Material shown:
:::::
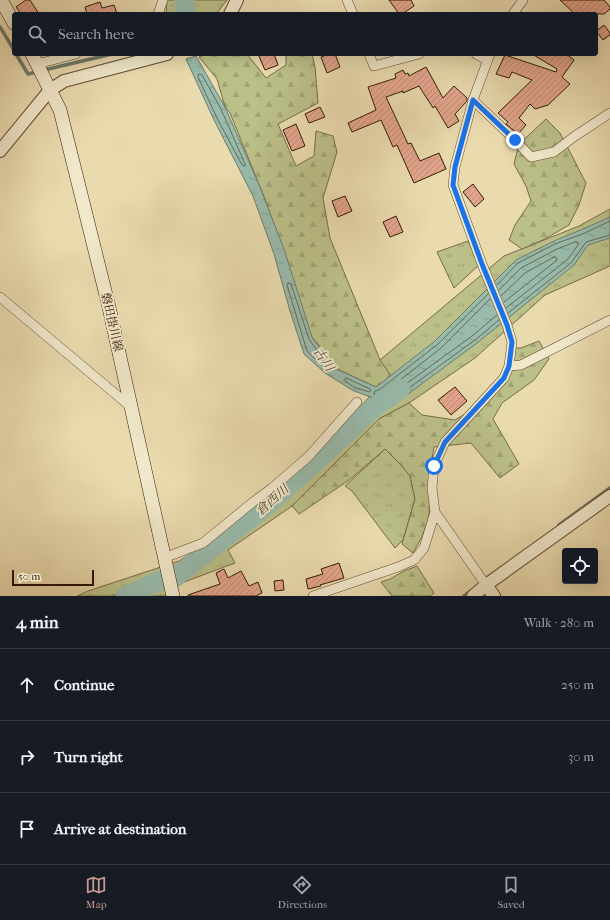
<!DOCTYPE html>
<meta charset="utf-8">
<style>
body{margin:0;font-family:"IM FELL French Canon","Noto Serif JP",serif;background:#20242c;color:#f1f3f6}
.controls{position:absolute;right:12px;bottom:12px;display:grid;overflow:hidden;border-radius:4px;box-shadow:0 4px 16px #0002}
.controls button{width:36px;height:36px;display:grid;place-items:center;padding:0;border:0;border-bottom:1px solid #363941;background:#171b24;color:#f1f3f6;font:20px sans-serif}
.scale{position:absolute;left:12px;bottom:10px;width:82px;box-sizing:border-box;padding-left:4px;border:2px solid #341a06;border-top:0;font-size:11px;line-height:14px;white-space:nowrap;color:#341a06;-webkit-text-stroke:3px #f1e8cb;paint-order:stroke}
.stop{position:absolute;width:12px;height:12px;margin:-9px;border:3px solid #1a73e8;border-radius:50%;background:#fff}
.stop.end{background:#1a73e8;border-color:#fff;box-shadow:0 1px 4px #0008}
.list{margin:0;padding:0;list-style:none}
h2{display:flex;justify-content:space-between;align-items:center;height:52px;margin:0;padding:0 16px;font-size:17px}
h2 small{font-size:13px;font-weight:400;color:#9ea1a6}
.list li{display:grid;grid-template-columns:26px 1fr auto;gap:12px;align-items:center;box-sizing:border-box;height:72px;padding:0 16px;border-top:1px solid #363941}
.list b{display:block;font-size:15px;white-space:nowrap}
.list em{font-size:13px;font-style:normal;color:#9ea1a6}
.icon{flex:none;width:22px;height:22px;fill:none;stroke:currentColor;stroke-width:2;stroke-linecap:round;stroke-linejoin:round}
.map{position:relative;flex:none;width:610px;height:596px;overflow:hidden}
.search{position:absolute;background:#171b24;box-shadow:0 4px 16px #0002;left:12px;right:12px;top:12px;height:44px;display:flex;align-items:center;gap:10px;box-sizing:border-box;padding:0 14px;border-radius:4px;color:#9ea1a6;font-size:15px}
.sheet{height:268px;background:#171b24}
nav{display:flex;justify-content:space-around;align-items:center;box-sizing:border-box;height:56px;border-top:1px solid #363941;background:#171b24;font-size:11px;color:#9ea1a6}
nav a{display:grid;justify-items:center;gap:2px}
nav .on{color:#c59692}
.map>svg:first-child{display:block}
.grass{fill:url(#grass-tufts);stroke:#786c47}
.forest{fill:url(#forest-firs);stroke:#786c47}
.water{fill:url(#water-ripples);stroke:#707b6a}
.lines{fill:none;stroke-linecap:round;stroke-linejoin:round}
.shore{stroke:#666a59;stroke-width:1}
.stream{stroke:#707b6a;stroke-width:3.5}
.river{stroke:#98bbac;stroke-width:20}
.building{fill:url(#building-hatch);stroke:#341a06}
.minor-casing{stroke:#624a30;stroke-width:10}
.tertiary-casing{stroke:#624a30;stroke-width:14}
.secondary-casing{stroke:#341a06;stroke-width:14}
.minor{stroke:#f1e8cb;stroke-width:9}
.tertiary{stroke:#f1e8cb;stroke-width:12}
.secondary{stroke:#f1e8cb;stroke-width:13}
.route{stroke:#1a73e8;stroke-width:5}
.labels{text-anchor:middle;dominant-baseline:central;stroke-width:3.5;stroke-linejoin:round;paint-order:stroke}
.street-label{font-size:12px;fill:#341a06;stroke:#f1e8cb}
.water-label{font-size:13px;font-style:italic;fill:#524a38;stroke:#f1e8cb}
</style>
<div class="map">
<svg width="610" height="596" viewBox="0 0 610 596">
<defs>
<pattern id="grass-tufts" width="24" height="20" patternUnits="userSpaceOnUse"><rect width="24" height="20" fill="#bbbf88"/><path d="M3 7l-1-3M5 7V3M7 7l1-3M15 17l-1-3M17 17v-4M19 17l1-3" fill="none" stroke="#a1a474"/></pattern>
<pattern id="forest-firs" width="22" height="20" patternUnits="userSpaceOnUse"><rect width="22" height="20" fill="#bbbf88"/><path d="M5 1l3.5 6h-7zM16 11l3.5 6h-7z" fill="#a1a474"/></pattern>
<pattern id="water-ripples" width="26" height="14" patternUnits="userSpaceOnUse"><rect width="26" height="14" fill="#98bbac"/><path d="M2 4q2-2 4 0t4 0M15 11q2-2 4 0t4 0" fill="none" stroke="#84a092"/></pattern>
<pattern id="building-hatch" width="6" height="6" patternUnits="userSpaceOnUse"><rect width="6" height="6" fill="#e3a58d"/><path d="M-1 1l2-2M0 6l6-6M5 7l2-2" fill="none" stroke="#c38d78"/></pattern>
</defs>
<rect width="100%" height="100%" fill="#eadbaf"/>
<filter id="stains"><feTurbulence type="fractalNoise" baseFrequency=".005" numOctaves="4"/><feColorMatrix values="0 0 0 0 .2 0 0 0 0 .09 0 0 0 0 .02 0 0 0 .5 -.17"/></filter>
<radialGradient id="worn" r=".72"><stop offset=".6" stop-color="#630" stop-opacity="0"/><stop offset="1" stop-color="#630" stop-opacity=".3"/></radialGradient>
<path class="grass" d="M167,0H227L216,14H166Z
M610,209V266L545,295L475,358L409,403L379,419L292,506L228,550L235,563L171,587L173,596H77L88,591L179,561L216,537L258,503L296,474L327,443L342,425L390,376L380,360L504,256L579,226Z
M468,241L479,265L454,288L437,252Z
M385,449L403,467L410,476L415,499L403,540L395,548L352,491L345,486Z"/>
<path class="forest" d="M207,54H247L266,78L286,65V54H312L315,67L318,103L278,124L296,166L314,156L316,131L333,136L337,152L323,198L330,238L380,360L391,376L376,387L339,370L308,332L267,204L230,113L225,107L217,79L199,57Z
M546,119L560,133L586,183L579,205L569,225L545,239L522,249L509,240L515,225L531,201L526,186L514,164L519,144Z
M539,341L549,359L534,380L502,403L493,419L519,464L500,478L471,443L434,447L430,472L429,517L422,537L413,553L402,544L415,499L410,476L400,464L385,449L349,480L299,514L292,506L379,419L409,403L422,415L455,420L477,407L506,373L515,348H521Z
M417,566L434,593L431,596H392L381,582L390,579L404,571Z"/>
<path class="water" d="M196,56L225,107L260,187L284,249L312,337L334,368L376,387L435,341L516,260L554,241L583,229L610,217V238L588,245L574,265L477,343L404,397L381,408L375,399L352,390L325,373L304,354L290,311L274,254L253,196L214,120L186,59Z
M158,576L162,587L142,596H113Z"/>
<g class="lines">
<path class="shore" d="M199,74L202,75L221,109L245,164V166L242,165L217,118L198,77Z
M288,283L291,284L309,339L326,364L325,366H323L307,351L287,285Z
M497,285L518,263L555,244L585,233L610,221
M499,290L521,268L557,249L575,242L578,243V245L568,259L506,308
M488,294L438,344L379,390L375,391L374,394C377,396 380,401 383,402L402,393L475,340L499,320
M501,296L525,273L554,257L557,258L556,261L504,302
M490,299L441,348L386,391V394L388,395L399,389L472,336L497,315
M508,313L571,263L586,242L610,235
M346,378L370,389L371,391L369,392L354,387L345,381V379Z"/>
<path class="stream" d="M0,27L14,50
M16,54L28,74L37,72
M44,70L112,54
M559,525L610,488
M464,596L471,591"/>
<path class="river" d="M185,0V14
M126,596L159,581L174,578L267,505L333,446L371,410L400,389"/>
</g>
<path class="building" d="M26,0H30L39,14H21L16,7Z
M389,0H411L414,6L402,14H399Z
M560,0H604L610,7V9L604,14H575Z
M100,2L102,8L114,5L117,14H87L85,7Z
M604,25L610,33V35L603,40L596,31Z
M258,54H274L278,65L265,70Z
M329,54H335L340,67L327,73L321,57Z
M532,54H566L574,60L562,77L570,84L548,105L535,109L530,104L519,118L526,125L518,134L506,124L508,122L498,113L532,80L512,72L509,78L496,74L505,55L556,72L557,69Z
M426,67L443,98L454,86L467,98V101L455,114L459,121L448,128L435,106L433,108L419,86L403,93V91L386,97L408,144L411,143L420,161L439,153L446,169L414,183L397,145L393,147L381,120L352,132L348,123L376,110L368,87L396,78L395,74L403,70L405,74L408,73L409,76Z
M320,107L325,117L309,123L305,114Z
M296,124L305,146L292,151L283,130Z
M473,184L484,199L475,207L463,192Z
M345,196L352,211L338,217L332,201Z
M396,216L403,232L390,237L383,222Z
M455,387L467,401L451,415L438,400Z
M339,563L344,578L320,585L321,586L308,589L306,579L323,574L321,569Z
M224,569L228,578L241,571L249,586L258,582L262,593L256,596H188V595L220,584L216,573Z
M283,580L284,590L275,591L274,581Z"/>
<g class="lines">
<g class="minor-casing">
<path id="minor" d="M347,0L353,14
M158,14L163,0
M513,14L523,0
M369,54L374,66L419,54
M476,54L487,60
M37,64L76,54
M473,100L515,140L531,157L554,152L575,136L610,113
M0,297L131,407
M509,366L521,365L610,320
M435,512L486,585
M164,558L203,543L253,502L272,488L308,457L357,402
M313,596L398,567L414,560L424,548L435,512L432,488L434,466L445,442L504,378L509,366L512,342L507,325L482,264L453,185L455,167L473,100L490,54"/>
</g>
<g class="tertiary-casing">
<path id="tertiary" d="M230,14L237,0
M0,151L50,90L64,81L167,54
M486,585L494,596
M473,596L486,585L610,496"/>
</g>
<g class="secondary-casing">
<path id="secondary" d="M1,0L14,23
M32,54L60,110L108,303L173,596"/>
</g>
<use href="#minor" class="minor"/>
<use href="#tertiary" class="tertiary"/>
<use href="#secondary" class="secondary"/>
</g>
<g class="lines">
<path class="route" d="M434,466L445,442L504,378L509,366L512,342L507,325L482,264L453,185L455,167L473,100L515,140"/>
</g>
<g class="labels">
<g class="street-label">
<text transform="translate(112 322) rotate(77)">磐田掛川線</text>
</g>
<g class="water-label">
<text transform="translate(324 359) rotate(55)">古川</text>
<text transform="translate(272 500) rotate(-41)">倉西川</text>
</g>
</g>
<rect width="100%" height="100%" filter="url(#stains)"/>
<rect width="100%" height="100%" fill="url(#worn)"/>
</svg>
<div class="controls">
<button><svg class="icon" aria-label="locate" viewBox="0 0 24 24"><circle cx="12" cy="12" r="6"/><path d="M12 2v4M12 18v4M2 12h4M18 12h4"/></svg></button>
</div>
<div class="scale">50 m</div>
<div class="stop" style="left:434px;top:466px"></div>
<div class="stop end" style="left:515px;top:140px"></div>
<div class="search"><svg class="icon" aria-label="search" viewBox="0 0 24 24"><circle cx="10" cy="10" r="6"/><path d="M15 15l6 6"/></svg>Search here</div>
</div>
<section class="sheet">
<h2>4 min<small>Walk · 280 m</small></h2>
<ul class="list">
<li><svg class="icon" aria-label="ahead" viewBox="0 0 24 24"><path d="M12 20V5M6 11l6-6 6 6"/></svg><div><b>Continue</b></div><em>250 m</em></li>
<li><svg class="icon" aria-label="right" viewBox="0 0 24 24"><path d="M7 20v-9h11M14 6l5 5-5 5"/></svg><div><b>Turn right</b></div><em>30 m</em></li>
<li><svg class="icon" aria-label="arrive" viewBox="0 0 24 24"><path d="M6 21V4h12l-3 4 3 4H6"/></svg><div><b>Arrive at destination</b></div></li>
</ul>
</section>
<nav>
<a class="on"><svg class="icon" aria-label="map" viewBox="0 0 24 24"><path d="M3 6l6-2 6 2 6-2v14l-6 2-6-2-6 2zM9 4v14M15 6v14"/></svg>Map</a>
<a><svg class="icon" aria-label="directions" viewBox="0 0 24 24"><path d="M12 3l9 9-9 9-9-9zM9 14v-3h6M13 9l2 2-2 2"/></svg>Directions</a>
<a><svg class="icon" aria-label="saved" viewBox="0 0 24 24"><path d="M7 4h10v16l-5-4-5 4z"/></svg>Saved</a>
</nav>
:::::
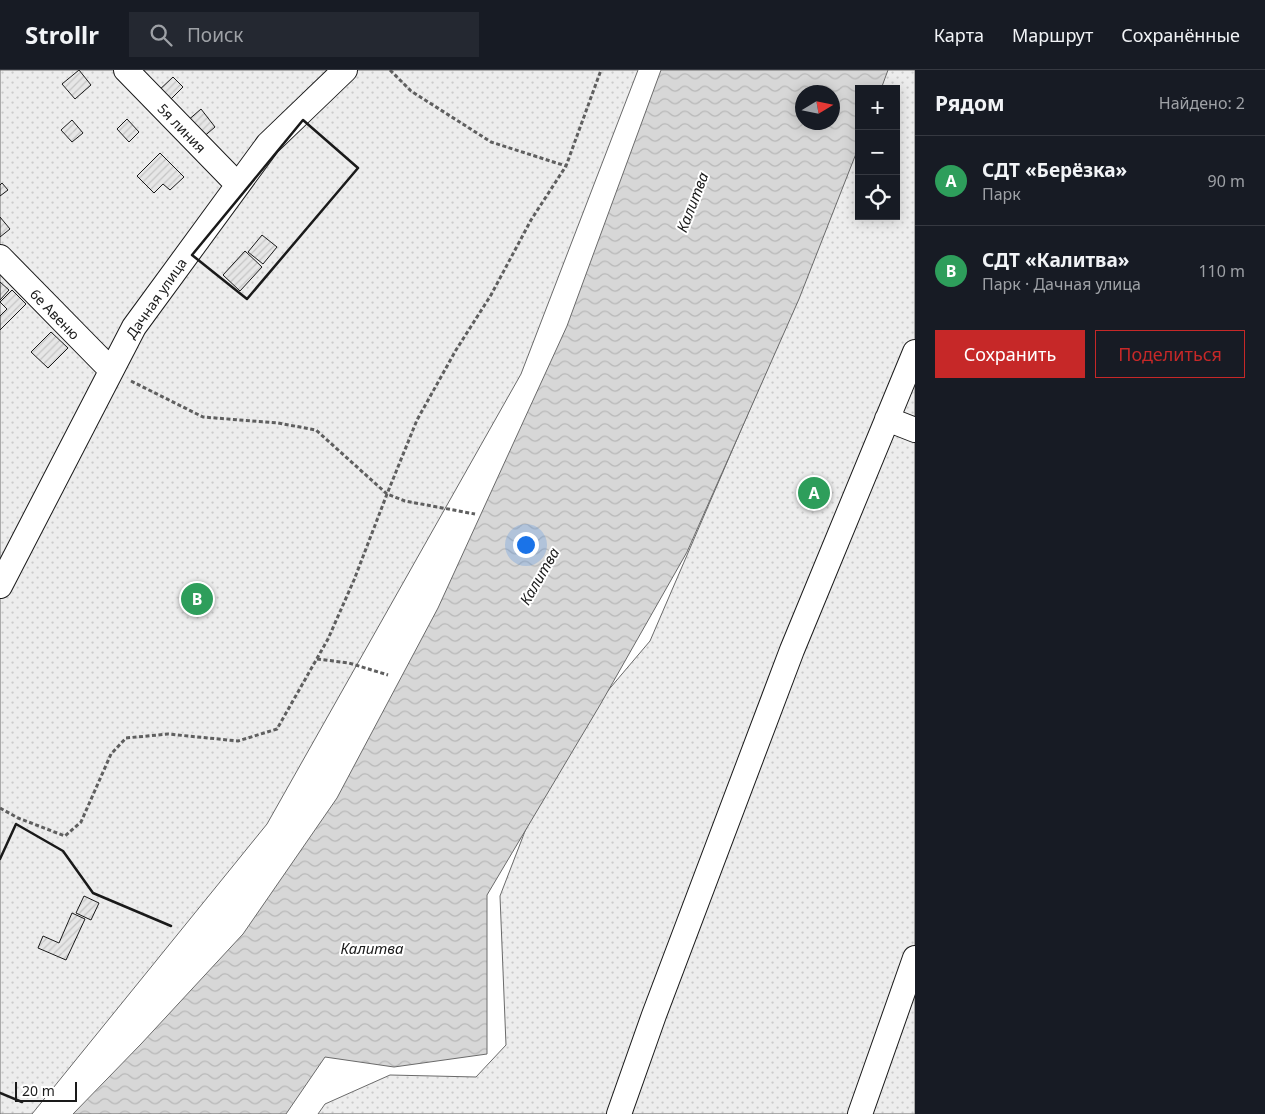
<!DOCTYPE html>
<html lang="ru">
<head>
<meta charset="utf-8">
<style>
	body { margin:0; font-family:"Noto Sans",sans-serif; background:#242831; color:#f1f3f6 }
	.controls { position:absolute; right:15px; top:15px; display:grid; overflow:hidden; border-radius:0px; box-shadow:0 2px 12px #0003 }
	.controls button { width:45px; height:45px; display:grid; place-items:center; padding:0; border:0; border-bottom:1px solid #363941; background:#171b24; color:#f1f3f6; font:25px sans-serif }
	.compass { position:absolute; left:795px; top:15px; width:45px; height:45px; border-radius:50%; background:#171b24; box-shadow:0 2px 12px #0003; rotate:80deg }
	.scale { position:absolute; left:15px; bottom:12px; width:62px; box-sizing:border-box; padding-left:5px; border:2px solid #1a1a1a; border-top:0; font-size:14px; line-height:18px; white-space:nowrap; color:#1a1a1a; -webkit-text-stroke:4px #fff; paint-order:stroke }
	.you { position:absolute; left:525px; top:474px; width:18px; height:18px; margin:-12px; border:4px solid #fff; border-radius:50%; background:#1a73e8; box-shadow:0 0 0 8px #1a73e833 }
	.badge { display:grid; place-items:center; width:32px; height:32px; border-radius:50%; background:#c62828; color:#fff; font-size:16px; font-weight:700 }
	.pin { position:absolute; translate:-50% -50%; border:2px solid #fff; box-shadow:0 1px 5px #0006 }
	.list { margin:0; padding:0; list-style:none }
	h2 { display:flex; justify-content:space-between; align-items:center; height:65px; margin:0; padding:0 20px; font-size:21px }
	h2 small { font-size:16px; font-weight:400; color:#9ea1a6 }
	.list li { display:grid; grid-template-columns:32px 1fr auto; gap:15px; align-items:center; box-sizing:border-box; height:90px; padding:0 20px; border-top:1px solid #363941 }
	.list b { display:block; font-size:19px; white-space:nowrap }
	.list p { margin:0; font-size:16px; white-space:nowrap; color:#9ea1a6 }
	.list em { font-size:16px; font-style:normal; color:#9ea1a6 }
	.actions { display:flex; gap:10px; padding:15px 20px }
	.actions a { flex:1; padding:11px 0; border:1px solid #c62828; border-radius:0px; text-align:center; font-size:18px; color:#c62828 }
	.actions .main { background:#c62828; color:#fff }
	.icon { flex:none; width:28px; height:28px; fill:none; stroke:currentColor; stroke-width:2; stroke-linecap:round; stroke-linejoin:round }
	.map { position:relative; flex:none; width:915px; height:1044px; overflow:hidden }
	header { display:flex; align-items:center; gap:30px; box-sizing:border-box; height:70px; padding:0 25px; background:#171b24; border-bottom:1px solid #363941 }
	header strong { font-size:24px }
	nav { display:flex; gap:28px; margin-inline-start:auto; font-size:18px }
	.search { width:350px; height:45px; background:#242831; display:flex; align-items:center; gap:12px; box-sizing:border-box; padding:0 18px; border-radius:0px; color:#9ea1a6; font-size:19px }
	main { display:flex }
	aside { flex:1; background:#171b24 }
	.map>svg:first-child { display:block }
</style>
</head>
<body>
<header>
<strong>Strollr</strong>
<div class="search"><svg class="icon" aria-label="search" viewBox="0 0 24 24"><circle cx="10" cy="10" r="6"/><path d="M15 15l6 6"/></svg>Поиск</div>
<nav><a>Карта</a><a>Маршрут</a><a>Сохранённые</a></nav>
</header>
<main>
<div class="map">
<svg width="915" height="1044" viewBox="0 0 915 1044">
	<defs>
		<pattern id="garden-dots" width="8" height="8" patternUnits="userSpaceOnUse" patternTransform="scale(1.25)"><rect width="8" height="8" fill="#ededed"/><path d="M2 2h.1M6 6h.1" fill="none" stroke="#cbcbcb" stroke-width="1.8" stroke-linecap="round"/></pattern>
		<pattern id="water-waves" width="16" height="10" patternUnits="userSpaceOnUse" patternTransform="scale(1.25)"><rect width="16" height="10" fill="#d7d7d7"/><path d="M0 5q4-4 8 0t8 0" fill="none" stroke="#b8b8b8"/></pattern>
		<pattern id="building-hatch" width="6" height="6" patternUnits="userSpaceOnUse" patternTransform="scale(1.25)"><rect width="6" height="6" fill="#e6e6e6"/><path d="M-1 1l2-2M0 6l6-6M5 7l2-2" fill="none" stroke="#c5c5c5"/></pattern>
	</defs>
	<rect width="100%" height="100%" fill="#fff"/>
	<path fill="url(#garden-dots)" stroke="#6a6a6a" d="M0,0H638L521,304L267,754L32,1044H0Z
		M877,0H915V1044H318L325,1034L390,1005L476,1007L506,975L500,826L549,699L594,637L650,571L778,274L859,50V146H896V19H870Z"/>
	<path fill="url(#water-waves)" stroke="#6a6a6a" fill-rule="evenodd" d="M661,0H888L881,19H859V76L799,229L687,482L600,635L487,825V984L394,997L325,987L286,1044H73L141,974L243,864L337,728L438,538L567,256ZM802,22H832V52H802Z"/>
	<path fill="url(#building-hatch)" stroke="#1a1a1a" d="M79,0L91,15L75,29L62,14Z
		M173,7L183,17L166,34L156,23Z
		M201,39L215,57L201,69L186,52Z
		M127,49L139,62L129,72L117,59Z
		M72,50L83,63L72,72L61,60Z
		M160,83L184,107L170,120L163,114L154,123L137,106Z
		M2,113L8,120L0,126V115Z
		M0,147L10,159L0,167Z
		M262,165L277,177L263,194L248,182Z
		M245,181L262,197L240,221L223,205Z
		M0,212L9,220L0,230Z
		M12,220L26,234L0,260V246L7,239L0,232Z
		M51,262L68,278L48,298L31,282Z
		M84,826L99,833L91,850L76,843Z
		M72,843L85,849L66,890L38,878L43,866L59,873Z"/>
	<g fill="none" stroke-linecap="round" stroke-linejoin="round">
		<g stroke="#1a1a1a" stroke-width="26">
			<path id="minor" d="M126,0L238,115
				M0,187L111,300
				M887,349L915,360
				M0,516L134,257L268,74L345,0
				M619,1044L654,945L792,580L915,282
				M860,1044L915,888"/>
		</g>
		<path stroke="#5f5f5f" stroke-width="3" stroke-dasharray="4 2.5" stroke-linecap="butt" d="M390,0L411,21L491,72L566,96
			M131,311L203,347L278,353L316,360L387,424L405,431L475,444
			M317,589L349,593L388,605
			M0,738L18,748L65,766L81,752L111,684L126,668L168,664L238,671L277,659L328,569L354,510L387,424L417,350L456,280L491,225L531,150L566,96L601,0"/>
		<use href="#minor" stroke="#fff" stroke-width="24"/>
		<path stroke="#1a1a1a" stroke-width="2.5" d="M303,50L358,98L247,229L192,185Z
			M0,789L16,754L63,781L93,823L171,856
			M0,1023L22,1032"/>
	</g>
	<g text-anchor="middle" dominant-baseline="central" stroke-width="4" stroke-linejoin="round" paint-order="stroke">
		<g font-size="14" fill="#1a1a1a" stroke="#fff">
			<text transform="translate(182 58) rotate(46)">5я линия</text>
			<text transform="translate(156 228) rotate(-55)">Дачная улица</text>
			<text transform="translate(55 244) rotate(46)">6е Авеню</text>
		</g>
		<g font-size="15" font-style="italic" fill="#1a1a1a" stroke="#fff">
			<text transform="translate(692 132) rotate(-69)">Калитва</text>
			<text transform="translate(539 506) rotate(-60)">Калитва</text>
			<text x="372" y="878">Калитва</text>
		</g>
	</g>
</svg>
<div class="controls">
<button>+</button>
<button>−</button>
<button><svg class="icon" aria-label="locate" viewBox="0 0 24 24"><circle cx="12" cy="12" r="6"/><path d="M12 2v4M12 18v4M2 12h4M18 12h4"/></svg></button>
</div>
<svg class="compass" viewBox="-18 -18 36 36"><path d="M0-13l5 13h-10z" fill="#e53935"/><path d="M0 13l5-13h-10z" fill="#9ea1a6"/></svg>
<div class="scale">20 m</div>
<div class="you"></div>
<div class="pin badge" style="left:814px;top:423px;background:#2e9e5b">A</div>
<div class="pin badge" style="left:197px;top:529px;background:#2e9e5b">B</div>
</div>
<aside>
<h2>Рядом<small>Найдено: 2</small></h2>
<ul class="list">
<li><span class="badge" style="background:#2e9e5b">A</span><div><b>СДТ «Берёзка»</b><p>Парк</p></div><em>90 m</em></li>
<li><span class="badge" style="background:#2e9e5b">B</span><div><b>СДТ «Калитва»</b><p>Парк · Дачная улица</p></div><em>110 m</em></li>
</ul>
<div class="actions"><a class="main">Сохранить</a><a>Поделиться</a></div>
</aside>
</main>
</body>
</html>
:::::
Work required:
Given the records above, reproduce precisely and only the lines between the line holding "display:block; font-size:19px; white-space:nowrap" and the line holding "flex:none; width:28px; height:28px;", inclusive.

Completed task:
	.list b { display:block; font-size:19px; white-space:nowrap }
	.list p { margin:0; font-size:16px; white-space:nowrap; color:#9ea1a6 }
	.list em { font-size:16px; font-style:normal; color:#9ea1a6 }
	.actions { display:flex; gap:10px; padding:15px 20px }
	.actions a { flex:1; padding:11px 0; border:1px solid #c62828; border-radius:0px; text-align:center; font-size:18px; color:#c62828 }
	.actions .main { background:#c62828; color:#fff }
	.icon { flex:none; width:28px; height:28px; fill:none; stroke:currentColor; stroke-width:2; stroke-linecap:round; stroke-linejoin:round }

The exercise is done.